## What needs to be done
The lines needed are those below that contain the word "margin"; copy each one.

## Source information

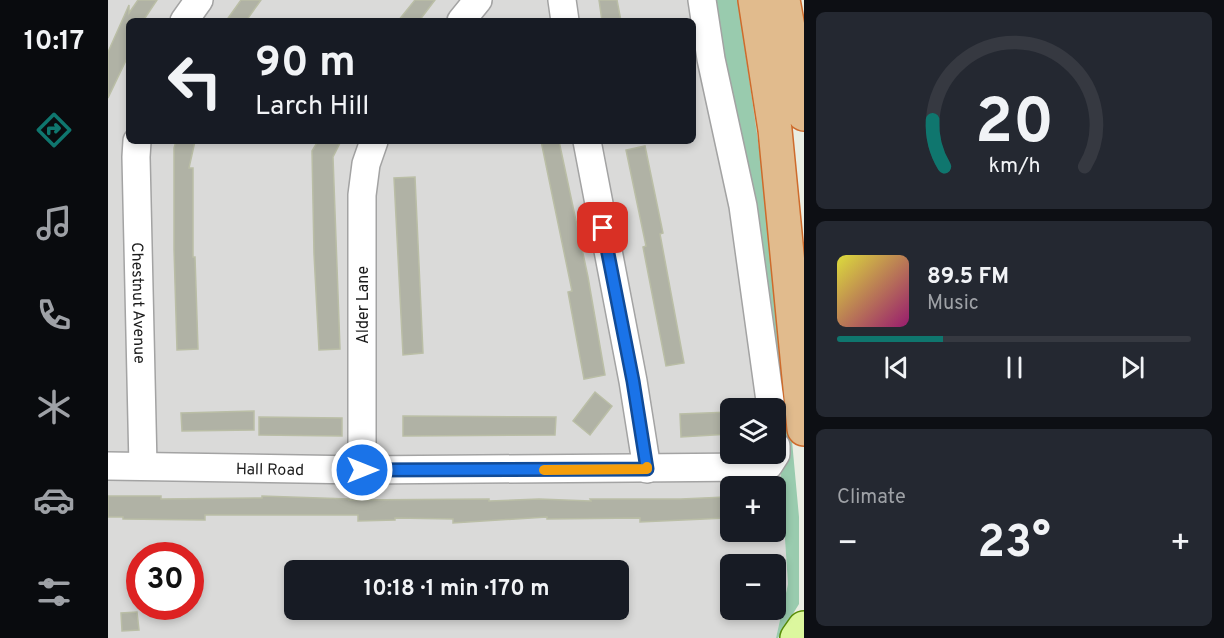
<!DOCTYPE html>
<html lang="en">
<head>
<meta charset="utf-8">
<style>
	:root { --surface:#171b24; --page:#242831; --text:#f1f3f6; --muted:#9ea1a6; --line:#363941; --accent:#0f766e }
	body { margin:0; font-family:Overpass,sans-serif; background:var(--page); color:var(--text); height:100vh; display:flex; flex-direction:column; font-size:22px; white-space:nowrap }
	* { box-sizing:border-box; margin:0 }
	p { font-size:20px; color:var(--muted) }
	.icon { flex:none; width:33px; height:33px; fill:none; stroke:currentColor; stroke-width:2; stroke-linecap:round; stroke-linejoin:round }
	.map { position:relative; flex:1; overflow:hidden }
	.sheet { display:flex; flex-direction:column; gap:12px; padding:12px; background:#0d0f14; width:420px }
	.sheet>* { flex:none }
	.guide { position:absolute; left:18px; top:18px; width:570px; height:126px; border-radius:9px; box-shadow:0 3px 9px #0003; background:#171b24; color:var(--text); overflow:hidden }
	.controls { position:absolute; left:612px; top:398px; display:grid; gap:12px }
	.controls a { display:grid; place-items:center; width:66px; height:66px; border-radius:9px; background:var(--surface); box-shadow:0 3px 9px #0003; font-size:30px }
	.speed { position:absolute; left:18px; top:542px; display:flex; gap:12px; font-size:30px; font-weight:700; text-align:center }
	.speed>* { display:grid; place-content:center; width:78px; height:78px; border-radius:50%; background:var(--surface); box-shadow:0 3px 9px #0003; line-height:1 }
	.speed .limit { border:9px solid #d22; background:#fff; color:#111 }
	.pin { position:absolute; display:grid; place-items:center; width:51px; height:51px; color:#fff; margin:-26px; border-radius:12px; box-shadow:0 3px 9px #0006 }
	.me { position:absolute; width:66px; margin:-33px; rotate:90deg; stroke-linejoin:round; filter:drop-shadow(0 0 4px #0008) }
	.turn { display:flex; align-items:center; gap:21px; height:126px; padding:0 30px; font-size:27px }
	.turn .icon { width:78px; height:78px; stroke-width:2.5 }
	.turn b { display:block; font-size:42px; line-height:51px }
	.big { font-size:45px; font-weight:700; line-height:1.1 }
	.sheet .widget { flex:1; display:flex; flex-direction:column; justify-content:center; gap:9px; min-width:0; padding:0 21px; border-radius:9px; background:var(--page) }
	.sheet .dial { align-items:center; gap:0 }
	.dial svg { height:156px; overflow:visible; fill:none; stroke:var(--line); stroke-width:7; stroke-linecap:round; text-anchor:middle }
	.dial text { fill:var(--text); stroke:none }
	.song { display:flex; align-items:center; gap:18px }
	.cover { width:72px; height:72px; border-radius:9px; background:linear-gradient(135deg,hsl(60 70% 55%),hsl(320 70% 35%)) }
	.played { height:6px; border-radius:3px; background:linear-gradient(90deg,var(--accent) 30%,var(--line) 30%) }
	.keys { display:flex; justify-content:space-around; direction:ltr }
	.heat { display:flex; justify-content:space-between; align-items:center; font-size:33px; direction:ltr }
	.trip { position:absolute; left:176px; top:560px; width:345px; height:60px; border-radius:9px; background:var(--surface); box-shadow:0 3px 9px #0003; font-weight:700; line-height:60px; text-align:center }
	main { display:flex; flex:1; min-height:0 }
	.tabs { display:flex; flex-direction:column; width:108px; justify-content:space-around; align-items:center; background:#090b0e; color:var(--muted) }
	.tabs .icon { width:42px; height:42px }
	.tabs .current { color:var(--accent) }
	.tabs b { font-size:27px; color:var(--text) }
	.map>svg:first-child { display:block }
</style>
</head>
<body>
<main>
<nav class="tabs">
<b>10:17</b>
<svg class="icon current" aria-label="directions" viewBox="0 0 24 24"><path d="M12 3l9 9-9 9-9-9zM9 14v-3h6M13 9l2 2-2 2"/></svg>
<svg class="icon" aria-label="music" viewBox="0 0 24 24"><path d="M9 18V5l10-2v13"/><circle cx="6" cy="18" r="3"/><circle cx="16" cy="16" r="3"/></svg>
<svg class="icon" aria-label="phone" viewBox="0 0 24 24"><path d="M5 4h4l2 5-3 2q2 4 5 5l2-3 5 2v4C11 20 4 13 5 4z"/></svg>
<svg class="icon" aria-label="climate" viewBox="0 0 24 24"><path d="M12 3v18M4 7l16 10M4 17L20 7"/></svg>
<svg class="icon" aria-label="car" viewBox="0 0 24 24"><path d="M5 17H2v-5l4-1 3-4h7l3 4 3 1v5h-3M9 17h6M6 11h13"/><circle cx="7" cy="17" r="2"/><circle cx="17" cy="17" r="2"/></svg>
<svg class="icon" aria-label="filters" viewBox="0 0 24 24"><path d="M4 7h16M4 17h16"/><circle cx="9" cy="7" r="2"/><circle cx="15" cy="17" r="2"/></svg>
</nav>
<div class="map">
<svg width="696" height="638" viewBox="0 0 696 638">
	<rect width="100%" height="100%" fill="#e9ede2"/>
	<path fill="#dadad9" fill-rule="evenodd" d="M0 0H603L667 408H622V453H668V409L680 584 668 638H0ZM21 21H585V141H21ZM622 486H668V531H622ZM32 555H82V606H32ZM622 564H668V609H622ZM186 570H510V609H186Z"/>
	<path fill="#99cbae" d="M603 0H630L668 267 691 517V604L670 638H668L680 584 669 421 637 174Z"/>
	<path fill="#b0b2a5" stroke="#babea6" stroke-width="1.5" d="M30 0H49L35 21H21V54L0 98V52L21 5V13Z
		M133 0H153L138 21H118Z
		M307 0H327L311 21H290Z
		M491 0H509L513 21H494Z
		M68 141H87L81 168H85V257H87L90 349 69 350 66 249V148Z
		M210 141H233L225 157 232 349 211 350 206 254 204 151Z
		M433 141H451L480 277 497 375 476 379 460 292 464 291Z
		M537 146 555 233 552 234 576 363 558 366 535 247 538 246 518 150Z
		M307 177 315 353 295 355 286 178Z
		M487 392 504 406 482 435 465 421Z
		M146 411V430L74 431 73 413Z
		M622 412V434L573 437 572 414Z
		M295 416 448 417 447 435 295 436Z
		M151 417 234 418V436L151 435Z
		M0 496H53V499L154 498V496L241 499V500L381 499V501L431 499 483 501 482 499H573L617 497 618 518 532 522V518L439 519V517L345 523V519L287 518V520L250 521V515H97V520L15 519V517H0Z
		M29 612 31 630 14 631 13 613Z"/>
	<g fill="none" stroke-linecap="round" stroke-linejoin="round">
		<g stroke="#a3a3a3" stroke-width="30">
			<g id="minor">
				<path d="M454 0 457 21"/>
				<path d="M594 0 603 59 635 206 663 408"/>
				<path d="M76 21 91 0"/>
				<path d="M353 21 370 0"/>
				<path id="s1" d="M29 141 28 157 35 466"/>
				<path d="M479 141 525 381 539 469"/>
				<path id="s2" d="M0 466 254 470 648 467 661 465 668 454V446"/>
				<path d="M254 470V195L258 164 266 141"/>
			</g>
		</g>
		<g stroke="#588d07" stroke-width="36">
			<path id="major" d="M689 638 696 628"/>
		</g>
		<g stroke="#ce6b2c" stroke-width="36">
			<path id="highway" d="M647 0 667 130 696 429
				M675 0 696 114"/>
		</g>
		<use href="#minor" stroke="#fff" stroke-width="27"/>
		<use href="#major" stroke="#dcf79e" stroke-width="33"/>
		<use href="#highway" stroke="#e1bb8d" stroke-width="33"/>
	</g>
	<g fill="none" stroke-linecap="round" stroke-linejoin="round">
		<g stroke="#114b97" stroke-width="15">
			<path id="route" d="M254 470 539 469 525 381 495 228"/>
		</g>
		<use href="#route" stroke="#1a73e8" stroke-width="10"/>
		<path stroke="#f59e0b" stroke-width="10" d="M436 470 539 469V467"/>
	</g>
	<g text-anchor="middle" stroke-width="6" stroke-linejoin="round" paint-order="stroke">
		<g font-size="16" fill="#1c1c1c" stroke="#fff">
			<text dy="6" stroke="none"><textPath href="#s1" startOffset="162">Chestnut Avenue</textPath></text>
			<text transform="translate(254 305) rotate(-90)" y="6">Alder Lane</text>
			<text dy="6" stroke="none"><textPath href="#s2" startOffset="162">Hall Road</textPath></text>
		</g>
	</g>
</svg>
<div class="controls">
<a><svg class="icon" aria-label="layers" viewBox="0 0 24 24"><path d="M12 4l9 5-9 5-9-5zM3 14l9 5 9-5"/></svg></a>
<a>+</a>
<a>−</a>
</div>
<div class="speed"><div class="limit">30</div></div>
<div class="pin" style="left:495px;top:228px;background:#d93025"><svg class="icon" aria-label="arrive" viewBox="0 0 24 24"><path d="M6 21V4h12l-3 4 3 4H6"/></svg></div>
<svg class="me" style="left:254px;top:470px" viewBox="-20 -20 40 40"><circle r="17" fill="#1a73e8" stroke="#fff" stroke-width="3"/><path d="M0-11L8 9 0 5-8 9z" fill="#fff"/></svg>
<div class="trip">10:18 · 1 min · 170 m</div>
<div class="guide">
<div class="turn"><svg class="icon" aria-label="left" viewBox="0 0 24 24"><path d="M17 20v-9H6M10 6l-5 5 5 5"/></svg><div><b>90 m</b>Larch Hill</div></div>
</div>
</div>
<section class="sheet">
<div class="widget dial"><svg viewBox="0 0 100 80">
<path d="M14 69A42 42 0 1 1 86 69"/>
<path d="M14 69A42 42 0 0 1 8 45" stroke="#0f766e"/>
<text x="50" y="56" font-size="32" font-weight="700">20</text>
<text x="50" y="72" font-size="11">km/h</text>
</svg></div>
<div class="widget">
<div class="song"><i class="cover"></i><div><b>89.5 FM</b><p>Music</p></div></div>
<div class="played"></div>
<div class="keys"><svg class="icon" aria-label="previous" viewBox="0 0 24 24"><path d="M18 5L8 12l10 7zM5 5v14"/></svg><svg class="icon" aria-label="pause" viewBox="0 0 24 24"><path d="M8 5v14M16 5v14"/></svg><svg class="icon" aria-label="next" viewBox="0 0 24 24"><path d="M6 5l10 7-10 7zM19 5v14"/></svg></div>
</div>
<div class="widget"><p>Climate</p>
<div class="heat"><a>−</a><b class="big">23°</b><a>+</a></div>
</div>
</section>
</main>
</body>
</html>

## Your response
	body { margin:0; font-family:Overpass,sans-serif; background:var(--page); color:var(--text); height:100vh; display:flex; flex-direction:column; font-size:22px; white-space:nowrap }
	* { box-sizing:border-box; margin:0 }
	.pin { position:absolute; display:grid; place-items:center; width:51px; height:51px; color:#fff; margin:-26px; border-radius:12px; box-shadow:0 3px 9px #0006 }
	.me { position:absolute; width:66px; margin:-33px; rotate:90deg; stroke-linejoin:round; filter:drop-shadow(0 0 4px #0008) }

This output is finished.